Raw Milk in England and Wales is undergoing a minor revival in spite of those who question its safety. Consumers have become aware of the health benefits and are switching to it. The old fears of tuberculosis have dwindled, despite repeated warnings from the public health officials.
‘People travel for miles and buy in bulk,’ says Celia Haynes from Meadow Cottage Farm, Hampshire, who currently sell 50 litres of raw milk each day. ‘Unpasteurised milk has a rich but refreshing flavour which people seem to love.’
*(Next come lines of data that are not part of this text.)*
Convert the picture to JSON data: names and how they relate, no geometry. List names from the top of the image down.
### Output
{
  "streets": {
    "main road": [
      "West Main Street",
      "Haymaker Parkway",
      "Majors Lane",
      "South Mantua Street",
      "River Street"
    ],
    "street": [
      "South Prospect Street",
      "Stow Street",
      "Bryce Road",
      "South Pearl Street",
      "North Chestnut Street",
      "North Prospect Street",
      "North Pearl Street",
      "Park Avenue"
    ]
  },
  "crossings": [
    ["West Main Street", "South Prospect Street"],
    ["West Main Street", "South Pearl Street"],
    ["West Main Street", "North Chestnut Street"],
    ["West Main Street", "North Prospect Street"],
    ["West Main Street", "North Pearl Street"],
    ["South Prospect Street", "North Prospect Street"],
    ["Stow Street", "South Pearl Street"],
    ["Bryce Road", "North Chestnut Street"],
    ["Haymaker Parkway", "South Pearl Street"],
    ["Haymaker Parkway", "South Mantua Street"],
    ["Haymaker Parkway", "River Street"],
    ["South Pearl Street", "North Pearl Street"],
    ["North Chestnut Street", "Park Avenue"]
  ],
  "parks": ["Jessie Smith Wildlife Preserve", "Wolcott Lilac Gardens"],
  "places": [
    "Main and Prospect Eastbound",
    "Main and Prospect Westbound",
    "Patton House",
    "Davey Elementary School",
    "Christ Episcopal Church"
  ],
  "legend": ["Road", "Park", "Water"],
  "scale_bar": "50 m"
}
Studies show that milk’s special qualities are damaged when it is heated during pasteurisation. While this process certainly destroys bad bacteria such as listeria, E.coli and salmonella, it also destroys the good stuff, like enzymes, proteins, vitamin B12, B6 and A, D, E and K.
Raw milk, it would seem, has been unfairly singled out as a risk, when actually only a very small risk exists. Before commercial bans on the product, millions of people consumed it safely. Not a single incident was reported. However, there are many instances in which contamination from pasteurised milk has resulted in serious illness. Associated disorders include anaemia, osteoporosis, arthritis, growth problems and even rickets, heart disease, type 1 diabetes, infertility and autism. Raw milk, on the other hand, is not associated with any of these problems and consumers who have been allergic to milk for many years can tolerate and even thrive on the raw version.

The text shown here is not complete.